Старый Астролог достаточно погостил в Англии и собирался уже отправиться в путешествие в Ирландию, к ирландским колдунам, так же умевшим читать события и судьбы людские по звездам. Но он ждал, пока поправится его спутница. Правда, теперь он уж точно не остался бы без сопровождающего: брат Адалард ушел из монастыря, осознав, что тяга к знаниям и путешествиям оказалась в нем сильнее, чем жажда духовного совершенства. Собственно, он в монастыре-то оказался достаточно случайно. Рано осиротел, а единственным родственником его был отец Бенджамен, тогда еще не назначенный настоятелем Ноттингемского аббатства. Адалард прожил в монастыре всю свою жизнь, иной жизни не ведал, а потому с легкостью принял постриг… Конечно, уход от монашеской жизни — серьезный проступок в глазах его братьев во Христе. Но Адалард всегда ценил честность превыше других добродетелей и не хотел лгать самому себе и окружающим в самом главном: в выборе жизненного пути.
А Малика все отказывалась вставать с постели, слабела и таяла с каждым днем.
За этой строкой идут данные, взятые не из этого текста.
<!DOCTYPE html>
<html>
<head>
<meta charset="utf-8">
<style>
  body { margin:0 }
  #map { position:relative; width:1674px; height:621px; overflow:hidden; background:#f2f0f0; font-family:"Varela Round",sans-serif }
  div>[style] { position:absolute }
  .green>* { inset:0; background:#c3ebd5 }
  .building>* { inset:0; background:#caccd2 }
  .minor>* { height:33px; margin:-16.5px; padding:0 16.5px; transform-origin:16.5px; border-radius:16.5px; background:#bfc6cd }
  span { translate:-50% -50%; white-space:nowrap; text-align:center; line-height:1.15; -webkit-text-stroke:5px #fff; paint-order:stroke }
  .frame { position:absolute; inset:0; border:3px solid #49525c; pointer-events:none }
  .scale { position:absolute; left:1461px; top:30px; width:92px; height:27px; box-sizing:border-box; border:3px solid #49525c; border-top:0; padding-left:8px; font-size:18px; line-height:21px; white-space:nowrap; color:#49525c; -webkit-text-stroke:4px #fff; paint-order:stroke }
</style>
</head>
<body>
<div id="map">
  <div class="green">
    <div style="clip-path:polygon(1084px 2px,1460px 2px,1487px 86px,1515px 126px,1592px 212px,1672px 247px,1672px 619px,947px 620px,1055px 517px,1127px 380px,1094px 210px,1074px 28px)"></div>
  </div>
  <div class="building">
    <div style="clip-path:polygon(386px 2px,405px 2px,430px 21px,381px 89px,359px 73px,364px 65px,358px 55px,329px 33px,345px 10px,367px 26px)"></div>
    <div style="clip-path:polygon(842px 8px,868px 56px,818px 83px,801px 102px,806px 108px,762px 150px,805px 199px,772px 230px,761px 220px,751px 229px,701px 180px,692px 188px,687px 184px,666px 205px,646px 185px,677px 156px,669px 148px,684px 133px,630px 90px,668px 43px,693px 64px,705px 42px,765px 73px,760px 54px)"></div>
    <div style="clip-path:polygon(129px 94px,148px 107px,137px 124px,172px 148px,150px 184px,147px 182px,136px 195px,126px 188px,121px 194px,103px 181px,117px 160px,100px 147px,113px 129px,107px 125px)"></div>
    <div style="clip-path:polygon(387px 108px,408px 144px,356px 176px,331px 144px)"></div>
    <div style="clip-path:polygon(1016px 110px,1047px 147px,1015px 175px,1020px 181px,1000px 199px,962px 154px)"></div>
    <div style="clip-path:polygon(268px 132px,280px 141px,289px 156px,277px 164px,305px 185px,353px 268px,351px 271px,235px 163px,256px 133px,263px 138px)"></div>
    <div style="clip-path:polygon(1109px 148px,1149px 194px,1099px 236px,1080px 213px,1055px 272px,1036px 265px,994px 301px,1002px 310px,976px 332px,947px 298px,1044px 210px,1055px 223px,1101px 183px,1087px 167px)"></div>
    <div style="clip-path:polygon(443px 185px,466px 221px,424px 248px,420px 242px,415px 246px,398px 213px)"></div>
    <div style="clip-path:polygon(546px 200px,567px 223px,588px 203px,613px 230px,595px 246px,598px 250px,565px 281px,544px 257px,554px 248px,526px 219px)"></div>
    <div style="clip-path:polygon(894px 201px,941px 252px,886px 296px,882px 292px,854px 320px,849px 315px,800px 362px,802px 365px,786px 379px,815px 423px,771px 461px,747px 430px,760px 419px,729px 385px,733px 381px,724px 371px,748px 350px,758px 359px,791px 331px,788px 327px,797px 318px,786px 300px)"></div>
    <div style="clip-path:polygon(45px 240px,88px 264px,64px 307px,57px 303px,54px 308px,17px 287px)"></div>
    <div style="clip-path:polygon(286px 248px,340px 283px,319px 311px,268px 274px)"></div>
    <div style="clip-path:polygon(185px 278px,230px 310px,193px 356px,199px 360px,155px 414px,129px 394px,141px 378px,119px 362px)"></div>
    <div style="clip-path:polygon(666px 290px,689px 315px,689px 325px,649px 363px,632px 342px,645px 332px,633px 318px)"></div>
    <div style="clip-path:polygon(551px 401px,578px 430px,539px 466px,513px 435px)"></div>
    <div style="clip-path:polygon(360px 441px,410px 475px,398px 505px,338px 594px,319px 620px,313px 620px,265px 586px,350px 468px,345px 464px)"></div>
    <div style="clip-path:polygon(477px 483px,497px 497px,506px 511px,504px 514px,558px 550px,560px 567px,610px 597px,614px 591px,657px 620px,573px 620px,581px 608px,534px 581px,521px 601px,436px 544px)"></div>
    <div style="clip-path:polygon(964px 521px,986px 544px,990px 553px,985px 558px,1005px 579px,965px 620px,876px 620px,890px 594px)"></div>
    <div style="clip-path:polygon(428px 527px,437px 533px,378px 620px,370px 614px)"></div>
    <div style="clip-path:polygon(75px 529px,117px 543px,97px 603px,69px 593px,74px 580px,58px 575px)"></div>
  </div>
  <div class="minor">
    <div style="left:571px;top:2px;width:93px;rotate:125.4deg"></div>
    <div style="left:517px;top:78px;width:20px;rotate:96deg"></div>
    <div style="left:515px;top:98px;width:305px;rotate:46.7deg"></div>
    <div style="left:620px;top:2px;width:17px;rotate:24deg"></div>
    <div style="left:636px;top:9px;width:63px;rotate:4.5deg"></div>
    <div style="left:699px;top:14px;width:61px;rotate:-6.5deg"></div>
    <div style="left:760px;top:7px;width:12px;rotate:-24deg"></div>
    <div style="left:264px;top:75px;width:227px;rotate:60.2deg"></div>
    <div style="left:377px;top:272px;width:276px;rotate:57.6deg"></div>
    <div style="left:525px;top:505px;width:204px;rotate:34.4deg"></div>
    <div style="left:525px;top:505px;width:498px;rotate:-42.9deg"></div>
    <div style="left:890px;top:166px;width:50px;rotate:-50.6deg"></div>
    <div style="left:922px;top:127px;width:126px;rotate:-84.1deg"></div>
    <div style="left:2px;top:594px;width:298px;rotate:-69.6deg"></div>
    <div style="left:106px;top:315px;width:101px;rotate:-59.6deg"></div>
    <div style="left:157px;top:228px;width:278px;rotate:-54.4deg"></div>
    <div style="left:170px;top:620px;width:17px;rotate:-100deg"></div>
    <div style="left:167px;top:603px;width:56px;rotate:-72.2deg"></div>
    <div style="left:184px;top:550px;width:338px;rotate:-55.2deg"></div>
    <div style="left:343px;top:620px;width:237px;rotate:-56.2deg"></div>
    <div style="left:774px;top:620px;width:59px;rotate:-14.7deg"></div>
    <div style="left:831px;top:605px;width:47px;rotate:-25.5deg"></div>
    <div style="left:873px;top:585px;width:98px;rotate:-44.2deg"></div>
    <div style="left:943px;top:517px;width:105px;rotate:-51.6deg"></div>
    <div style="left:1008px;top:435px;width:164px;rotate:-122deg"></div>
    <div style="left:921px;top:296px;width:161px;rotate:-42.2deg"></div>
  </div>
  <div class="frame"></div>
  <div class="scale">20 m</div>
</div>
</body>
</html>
К ней водили и знахарей, и даже настоящих колдунов. Тех, про которых все точно знали, что они колдуны, и потому их даже церковники боялись тревожить их, чтобы не стать жертвами их гнева… Но никто не смог ей помочь. Они объясняли свое бессилие тем, что не могут лечить человека против его воли. Что Малика должна сама захотеть жить, должна захотеть принять их помощь! А иначе — все заклинания бессильны.
И вот отец Бартоломью в который раз за последний месяц приехал в замок Робин Гуда: теперь — чтобы утешить Дика в предстоящей ему тяжелой потере.